What this task involves – Give again, word for word, each line below starting at the one that contains "Task: Build a" and ending at the one that contains "Input: one rendered map. Summarize".

Stored data
—————

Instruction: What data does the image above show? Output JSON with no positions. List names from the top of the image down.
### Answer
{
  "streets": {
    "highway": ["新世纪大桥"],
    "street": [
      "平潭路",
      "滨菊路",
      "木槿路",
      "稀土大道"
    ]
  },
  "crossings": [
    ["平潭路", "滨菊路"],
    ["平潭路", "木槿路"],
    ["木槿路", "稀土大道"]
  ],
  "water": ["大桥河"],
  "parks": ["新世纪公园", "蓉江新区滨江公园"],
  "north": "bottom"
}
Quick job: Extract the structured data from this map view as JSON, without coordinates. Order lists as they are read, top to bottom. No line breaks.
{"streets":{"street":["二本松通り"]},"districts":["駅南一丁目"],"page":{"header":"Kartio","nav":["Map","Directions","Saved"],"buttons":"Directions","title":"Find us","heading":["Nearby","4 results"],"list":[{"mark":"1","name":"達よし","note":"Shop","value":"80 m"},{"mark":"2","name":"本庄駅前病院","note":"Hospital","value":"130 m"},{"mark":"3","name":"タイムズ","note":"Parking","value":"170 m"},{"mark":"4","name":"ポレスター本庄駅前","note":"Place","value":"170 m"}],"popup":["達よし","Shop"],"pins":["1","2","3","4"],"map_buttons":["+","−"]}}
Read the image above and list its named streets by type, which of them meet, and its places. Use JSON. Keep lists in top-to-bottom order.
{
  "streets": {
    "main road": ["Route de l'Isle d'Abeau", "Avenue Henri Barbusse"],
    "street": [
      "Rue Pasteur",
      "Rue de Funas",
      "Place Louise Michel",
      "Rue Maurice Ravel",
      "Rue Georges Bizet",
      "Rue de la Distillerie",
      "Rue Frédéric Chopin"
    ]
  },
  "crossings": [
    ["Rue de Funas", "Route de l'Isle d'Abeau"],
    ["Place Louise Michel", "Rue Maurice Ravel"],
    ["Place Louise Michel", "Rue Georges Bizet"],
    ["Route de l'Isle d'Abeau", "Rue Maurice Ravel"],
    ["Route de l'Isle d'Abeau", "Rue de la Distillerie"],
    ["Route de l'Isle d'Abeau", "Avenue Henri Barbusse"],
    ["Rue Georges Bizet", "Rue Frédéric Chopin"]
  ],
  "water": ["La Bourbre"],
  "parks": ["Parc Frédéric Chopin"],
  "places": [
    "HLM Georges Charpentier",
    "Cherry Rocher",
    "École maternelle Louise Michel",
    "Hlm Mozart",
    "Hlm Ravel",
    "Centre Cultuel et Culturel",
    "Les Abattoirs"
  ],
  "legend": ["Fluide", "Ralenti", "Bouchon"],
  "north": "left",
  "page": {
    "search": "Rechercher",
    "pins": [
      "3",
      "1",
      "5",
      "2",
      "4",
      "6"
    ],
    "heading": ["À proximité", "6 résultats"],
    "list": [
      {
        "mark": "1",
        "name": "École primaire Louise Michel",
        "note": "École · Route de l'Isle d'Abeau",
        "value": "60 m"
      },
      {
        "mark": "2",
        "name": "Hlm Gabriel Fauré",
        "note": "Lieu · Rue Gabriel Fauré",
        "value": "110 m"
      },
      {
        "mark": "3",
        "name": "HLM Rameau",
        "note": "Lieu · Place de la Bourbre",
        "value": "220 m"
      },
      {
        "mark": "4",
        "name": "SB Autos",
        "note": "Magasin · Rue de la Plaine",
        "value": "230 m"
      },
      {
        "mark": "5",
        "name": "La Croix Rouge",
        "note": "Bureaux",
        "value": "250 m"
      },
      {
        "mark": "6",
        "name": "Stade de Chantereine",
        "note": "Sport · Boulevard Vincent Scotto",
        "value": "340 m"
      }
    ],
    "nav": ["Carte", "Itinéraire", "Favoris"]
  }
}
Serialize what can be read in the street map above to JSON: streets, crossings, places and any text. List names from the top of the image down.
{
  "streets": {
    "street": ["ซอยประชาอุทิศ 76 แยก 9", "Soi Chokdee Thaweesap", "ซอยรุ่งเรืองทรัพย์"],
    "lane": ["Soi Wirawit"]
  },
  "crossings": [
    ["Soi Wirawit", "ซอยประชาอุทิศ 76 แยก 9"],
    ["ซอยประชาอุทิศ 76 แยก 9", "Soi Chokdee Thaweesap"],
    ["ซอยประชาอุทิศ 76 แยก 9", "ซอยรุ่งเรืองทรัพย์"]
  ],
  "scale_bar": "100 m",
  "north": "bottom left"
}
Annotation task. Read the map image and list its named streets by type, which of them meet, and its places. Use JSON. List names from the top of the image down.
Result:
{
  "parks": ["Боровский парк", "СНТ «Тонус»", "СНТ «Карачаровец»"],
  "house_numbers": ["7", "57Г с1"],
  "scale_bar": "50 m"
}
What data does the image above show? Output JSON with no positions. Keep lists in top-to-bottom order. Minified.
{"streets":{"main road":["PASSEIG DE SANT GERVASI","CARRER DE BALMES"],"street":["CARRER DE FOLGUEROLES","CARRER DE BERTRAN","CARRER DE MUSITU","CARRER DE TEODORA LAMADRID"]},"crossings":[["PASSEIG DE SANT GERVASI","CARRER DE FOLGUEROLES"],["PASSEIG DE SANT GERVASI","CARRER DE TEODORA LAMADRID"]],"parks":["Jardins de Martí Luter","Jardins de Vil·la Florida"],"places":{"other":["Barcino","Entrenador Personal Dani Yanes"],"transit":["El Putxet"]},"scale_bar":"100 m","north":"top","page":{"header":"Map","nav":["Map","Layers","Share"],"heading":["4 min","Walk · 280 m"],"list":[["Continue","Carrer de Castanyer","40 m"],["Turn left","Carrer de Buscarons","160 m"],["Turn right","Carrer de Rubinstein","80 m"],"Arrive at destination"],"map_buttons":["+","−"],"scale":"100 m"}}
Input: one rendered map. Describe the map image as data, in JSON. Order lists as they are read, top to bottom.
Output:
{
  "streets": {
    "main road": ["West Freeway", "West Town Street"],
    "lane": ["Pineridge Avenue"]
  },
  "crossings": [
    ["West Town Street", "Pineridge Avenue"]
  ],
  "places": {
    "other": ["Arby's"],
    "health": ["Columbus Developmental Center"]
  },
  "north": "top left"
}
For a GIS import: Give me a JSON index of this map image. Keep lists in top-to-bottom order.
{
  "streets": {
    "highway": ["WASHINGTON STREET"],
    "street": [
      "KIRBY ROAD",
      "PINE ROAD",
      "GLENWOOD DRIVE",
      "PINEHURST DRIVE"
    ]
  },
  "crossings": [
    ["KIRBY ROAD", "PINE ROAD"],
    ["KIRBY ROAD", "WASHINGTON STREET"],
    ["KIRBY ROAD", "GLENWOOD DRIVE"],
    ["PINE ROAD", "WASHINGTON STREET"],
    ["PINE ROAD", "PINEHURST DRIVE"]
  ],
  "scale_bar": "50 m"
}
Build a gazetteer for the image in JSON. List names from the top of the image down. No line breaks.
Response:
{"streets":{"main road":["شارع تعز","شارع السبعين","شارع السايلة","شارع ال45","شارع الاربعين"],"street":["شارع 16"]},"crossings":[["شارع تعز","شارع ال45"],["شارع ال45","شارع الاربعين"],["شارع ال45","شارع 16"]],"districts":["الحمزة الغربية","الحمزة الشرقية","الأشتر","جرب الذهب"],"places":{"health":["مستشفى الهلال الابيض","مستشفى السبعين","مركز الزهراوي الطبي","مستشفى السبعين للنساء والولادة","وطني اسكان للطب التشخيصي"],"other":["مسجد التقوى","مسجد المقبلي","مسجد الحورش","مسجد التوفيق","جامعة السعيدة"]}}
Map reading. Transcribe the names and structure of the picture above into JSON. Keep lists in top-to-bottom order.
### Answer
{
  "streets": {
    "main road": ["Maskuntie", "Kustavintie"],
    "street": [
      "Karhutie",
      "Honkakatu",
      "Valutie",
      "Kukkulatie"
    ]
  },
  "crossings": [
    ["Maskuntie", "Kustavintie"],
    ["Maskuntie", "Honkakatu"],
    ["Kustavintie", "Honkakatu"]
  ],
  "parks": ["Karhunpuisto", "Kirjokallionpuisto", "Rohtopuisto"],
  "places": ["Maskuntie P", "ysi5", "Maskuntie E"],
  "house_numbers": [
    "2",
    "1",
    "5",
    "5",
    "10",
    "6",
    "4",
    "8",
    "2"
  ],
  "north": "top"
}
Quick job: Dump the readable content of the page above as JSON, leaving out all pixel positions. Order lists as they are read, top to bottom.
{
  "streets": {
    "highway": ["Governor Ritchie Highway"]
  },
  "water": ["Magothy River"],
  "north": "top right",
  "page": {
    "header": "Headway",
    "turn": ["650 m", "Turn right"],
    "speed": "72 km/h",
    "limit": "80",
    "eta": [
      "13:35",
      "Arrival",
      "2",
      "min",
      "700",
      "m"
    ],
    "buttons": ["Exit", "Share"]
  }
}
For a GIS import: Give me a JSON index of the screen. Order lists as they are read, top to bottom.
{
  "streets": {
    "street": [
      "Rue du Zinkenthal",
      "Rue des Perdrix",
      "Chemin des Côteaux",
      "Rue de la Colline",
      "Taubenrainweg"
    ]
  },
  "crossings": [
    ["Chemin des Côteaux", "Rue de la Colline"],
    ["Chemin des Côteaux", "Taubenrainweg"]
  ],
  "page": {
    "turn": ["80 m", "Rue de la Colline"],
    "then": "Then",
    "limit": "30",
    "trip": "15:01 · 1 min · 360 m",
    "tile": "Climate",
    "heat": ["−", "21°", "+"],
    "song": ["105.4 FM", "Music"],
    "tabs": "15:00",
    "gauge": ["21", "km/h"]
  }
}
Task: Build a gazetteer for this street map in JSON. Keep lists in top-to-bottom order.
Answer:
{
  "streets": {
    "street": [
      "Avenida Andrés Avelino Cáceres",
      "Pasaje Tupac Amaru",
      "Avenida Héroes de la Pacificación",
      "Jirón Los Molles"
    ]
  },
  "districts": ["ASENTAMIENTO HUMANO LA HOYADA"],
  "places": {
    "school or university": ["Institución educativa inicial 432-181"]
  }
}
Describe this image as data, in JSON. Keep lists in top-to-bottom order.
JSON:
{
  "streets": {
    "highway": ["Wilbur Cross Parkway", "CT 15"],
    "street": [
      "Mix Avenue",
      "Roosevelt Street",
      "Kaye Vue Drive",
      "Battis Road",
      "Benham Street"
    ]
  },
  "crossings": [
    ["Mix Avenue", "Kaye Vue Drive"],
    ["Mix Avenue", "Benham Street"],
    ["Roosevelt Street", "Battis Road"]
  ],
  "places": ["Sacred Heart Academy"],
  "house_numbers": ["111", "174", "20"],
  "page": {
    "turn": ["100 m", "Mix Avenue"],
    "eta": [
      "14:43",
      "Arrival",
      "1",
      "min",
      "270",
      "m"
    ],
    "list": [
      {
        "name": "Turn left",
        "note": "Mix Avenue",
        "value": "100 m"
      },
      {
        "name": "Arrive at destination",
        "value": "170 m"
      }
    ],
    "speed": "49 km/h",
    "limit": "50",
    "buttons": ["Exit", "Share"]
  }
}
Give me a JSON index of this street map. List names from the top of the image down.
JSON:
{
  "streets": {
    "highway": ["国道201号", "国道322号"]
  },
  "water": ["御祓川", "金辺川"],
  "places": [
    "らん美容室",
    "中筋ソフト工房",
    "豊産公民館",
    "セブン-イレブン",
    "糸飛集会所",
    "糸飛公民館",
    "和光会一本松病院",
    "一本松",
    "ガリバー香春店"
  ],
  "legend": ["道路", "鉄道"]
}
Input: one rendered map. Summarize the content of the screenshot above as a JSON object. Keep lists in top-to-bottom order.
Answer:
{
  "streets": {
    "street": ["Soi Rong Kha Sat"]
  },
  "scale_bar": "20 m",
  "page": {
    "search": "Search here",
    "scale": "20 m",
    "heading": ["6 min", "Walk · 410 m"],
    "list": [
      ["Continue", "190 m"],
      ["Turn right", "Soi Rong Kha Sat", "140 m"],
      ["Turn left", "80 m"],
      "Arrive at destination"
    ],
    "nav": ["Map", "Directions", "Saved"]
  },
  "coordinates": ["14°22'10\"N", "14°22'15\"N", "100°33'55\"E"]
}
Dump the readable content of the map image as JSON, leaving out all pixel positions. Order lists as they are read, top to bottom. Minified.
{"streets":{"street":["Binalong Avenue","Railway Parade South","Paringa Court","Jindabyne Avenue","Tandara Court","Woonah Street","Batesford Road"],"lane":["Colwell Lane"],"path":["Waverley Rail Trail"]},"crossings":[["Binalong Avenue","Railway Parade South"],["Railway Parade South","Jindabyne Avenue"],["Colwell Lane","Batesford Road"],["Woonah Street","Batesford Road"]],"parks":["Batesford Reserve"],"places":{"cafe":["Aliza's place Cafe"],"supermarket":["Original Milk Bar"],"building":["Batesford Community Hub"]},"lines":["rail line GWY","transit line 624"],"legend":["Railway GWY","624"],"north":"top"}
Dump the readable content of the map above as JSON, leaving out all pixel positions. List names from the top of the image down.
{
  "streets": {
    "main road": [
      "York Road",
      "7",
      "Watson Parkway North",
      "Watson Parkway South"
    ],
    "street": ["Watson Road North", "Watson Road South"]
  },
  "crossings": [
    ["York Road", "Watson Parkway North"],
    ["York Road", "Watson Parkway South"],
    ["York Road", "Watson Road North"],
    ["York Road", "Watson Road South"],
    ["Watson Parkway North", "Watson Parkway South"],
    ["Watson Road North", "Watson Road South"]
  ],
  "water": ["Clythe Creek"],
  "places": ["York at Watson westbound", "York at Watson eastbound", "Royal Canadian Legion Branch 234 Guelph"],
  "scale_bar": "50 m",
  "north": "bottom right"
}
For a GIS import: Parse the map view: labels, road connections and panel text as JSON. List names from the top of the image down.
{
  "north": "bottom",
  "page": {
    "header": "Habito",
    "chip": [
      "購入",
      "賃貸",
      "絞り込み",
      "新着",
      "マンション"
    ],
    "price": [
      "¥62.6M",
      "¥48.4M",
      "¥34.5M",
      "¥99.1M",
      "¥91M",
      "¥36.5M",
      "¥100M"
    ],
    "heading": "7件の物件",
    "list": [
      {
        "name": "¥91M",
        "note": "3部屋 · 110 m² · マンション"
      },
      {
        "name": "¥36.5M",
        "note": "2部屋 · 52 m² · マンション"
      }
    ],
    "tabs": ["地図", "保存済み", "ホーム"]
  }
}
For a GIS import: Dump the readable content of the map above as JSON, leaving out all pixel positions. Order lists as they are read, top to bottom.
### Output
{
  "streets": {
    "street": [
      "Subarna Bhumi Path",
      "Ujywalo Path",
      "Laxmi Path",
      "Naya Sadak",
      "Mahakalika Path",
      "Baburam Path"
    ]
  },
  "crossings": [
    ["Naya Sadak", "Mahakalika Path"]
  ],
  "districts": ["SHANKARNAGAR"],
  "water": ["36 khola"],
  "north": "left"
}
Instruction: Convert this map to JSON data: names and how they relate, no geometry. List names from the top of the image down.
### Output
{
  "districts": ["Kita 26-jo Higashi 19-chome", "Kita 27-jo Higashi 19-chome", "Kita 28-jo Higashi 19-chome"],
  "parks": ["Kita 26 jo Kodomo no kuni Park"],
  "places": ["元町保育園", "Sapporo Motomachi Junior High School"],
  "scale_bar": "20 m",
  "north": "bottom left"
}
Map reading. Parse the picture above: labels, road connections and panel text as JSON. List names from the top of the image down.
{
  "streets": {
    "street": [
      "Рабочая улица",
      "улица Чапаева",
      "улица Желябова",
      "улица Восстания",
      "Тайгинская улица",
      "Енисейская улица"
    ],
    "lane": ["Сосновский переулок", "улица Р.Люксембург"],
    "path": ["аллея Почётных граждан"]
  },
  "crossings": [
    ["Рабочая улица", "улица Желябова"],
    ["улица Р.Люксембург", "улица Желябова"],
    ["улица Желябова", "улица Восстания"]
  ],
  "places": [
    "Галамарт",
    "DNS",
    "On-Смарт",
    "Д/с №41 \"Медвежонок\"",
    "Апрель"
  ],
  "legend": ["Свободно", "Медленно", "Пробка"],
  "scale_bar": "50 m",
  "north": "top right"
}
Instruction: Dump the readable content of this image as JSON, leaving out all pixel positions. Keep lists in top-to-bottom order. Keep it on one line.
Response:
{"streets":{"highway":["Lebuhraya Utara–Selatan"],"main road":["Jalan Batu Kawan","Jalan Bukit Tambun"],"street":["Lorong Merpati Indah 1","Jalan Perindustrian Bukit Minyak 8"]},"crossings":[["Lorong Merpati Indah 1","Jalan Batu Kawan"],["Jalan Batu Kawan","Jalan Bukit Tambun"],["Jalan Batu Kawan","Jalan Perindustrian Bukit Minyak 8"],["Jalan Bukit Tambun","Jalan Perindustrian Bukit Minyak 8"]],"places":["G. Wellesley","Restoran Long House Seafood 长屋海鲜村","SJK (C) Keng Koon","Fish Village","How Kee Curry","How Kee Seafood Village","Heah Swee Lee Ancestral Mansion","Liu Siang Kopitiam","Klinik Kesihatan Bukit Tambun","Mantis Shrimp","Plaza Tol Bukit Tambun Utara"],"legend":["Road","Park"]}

—————

Response to this exercise –
Task: Build a gazetteer for this street map in JSON. Keep lists in top-to-bottom order.
Answer:
{
  "streets": {
    "street": [
      "Avenida Andrés Avelino Cáceres",
      "Pasaje Tupac Amaru",
      "Avenida Héroes de la Pacificación",
      "Jirón Los Molles"
    ]
  },
  "districts": ["ASENTAMIENTO HUMANO LA HOYADA"],
  "places": {
    "school or university": ["Institución educativa inicial 432-181"]
  }
}
Describe this image as data, in JSON. Keep lists in top-to-bottom order.
JSON:
{
  "streets": {
    "highway": ["Wilbur Cross Parkway", "CT 15"],
    "street": [
      "Mix Avenue",
      "Roosevelt Street",
      "Kaye Vue Drive",
      "Battis Road",
      "Benham Street"
    ]
  },
  "crossings": [
    ["Mix Avenue", "Kaye Vue Drive"],
    ["Mix Avenue", "Benham Street"],
    ["Roosevelt Street", "Battis Road"]
  ],
  "places": ["Sacred Heart Academy"],
  "house_numbers": ["111", "174", "20"],
  "page": {
    "turn": ["100 m", "Mix Avenue"],
    "eta": [
      "14:43",
      "Arrival",
      "1",
      "min",
      "270",
      "m"
    ],
    "list": [
      {
        "name": "Turn left",
        "note": "Mix Avenue",
        "value": "100 m"
      },
      {
        "name": "Arrive at destination",
        "value": "170 m"
      }
    ],
    "speed": "49 km/h",
    "limit": "50",
    "buttons": ["Exit", "Share"]
  }
}
Give me a JSON index of this street map. List names from the top of the image down.
JSON:
{
  "streets": {
    "highway": ["国道201号", "国道322号"]
  },
  "water": ["御祓川", "金辺川"],
  "places": [
    "らん美容室",
    "中筋ソフト工房",
    "豊産公民館",
    "セブン-イレブン",
    "糸飛集会所",
    "糸飛公民館",
    "和光会一本松病院",
    "一本松",
    "ガリバー香春店"
  ],
  "legend": ["道路", "鉄道"]
}
Input: one rendered map. Summarize the content of the screenshot above as a JSON object. Keep lists in top-to-bottom order.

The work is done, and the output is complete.